No dijo nada de esto en voz alta. En cambio, dejó que este temor súbito se instalara en su interior, en un lugar desagradablemente cercano a las punzadas constantes que la atormentaban.
Esa noche cenaron en relativo silencio, sin mencionar los mensajes ni el asesinato y, por supuesto, sin hablar más sobre lo que debían hacer. Luego se retiraron a sus respectivas habitaciones de la pequeña casa.
Susan se quedó a los pies de su cama, consciente de que estaba agotada y a la vez pletórica de energía. Era esencial que durmiese, pensó, pero no le resultaría fácil. Se encogió de hombros, se apartó de la cama y se dejó caer en su silla de trabajo. Toqueteó el teclado de su ordenador y se dijo que debía componer otro mensaje para quien ella creía que la había salvado.
Apoyó la cabeza en las manos y la meció adelante y atrás.
«Salvada por el hombre que me amenaza.»
Sonrió con ironía, pensando que seguramente aquello la divertiría mucho más si le estuviera pasando a otra persona. A continuación, alzó la cabeza y encendió el ordenador.

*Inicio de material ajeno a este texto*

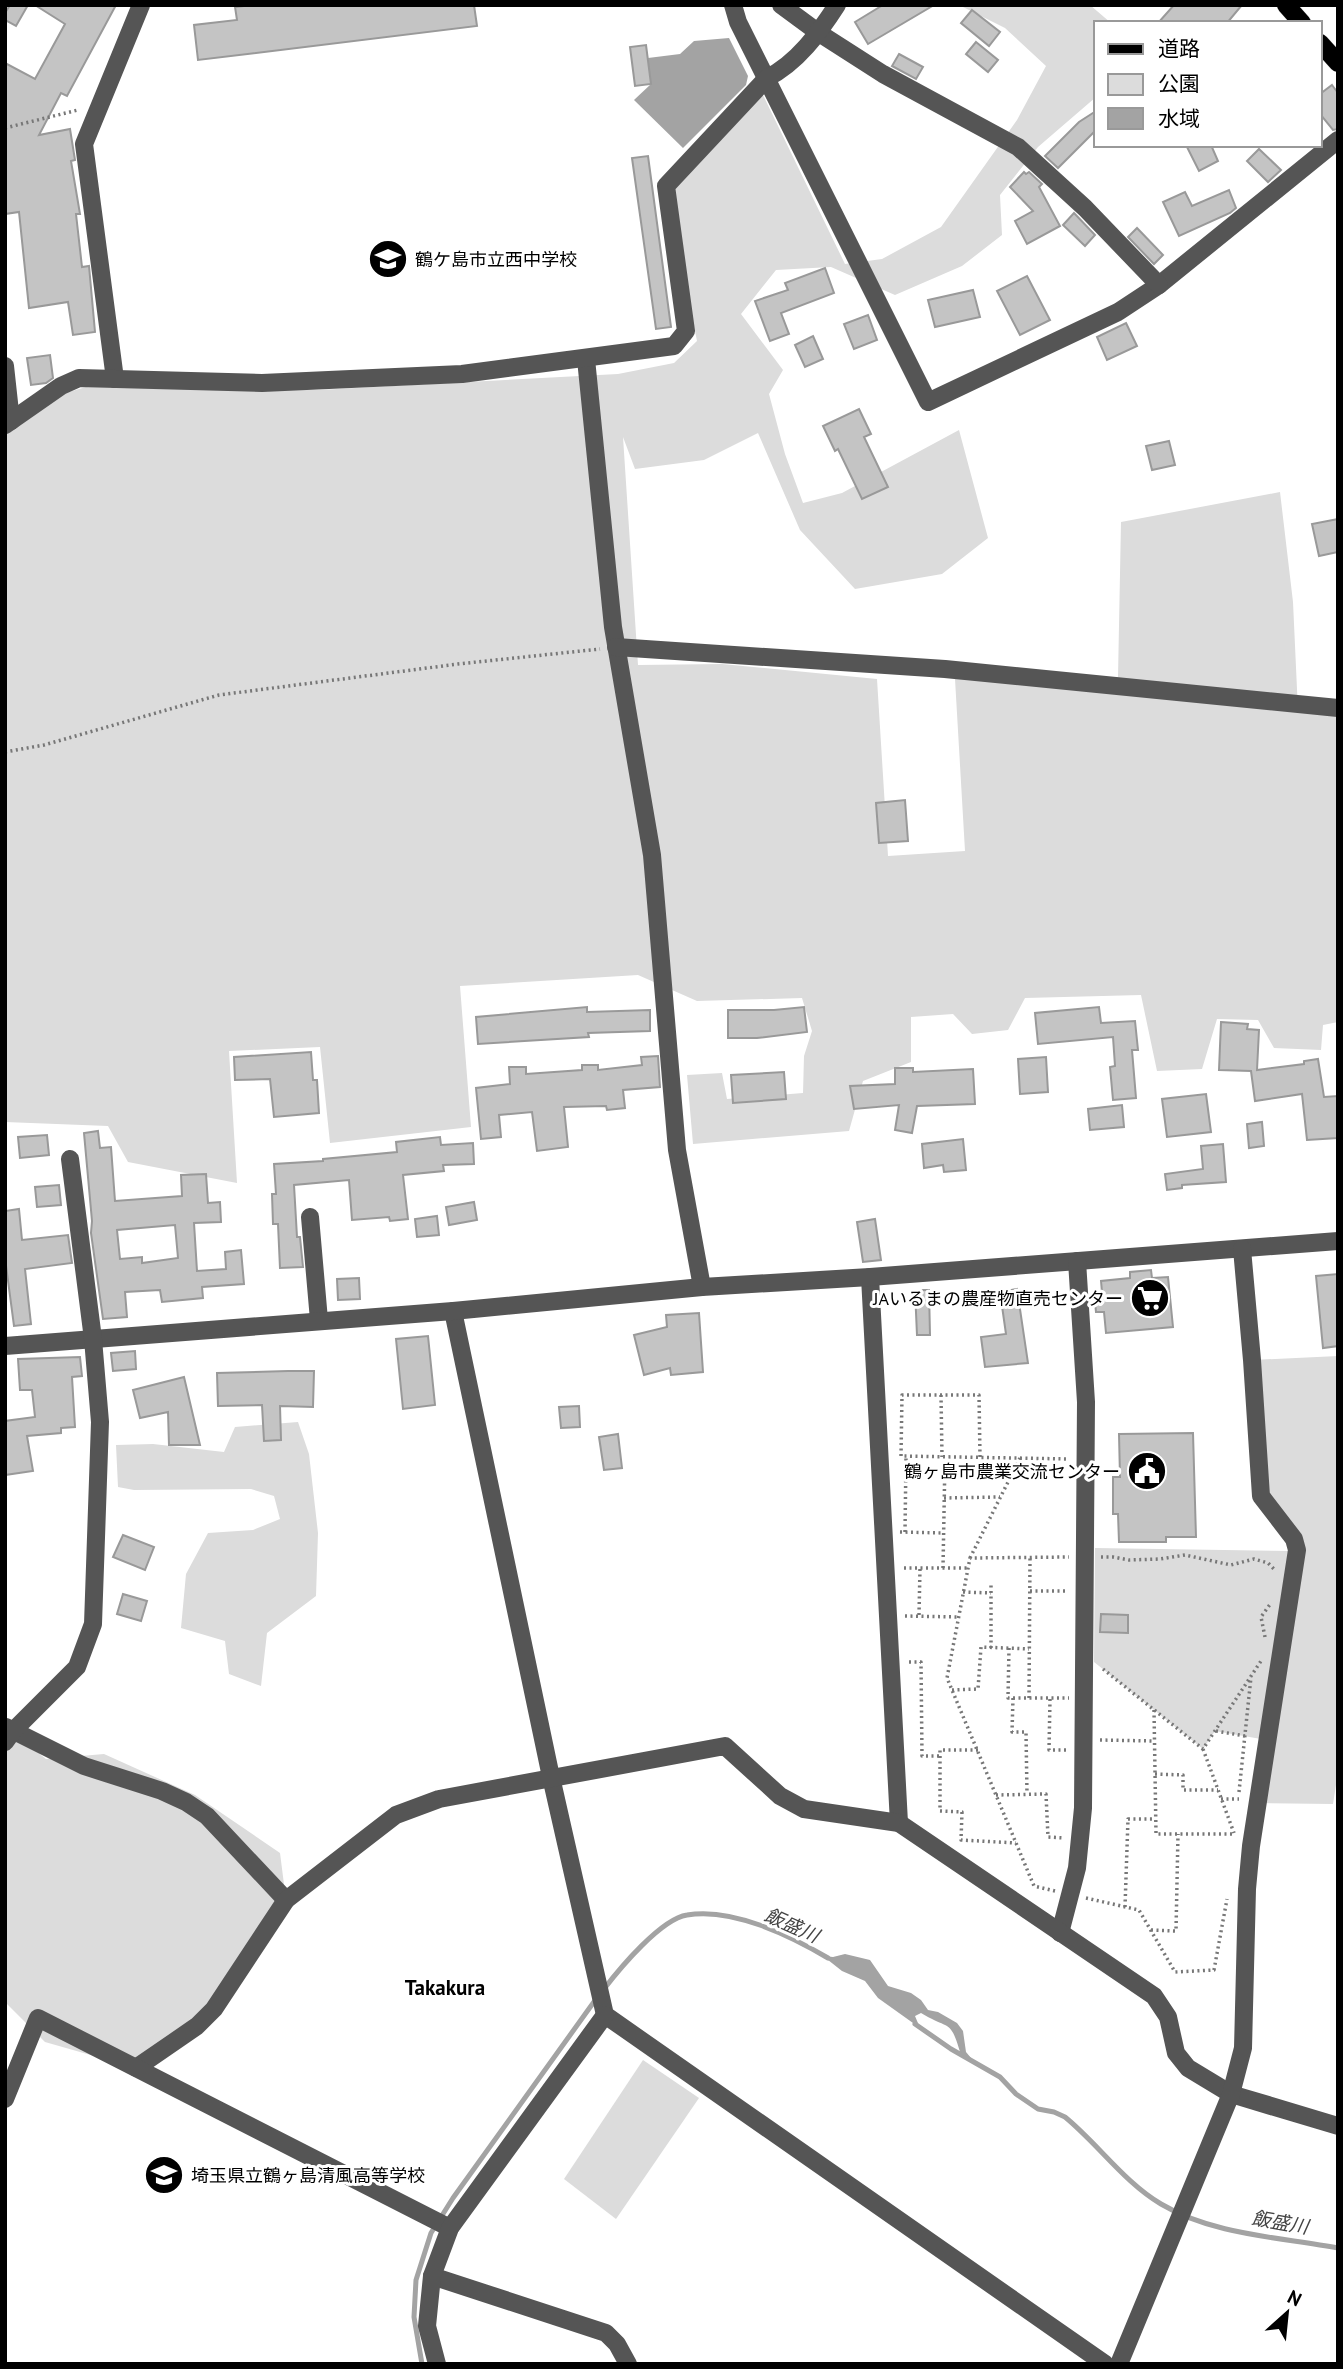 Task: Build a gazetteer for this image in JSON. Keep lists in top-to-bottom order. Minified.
{"districts":["Takakura"],"water":["飯盛川"],"places":{"school or university":["鶴ケ島市立西中学校","埼玉県立鶴ヶ島清風高等学校"],"supermarket":["JAいるまの農産物直売センター"],"public building":["鶴ヶ島市農業交流センター"]},"legend":["道路","公園","水域"],"north":"top right"}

Jugueteó con palabras y frases, pero no encontró nada que le gustara, principalmente porque no sabía qué quería comunicar.

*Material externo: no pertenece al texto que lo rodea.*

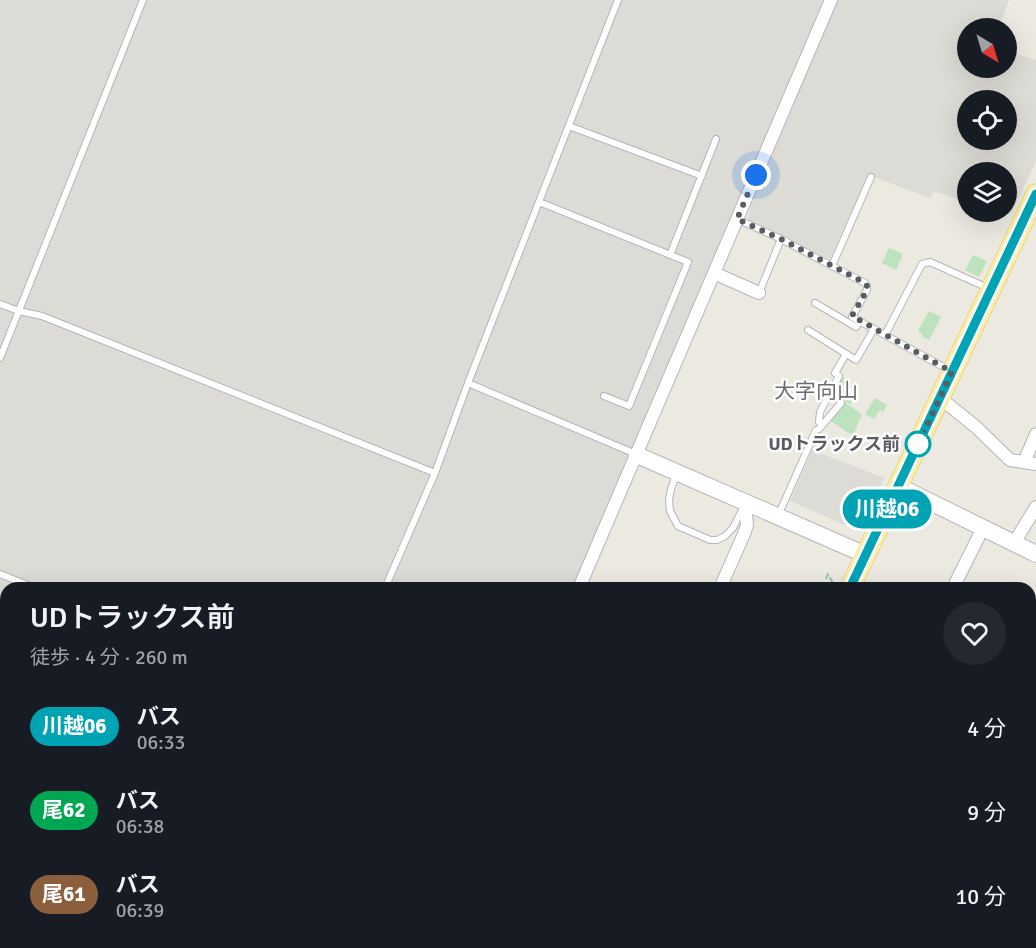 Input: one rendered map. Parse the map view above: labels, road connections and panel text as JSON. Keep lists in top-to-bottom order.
{
  "districts": ["大字向山"],
  "places": ["UDトラックス前"],
  "lines": ["bus line 川越06"],
  "north": "bottom right",
  "page": {
    "on_map": "川越06",
    "heading": ["UDトラックス前", "徒歩 · 4 分 · 260 m"],
    "list": [
      {
        "mark": "川越06",
        "name": "バス",
        "note": "06:33",
        "value": "4 分"
      },
      {
        "mark": "尾62",
        "name": "バス",
        "note": "06:38",
        "value": "9 分"
      },
      {
        "mark": "尾61",
        "name": "バス",
        "note": "06:39",
        "value": "10 分"
      }
    ]
  }
}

Llena de frustración, se apartó del escritorio y se dirigió a su armario. En la pared del fondo guardaba todas sus armas, el fusil de asalto, varias pistolas y cajas de cartuchos. En un estante adyacente había varias bobinas de hilo de pescar, un cuchillo para filetear en una funda y tres cajas transparentes con cebos de colores llamativos y moscas para tarpones, camarones artificiales, anzuelos con plumas de colores y cangrejos artificiales parduzcos que utilizaba cuando pescaba palometas. Cogió una caja y la agitó.
Le pareció curioso: las moscas que daban mejor resultado rara vez eran las que tenían un aspecto más real. A menudo el cebo que atraía al mejor pez sólo tenía una forma y un color vagamente similares a los del original; era un espejismo, no una realidad, que ocultaban un anzuelo de acero endurecido por el agua salada y mortífero.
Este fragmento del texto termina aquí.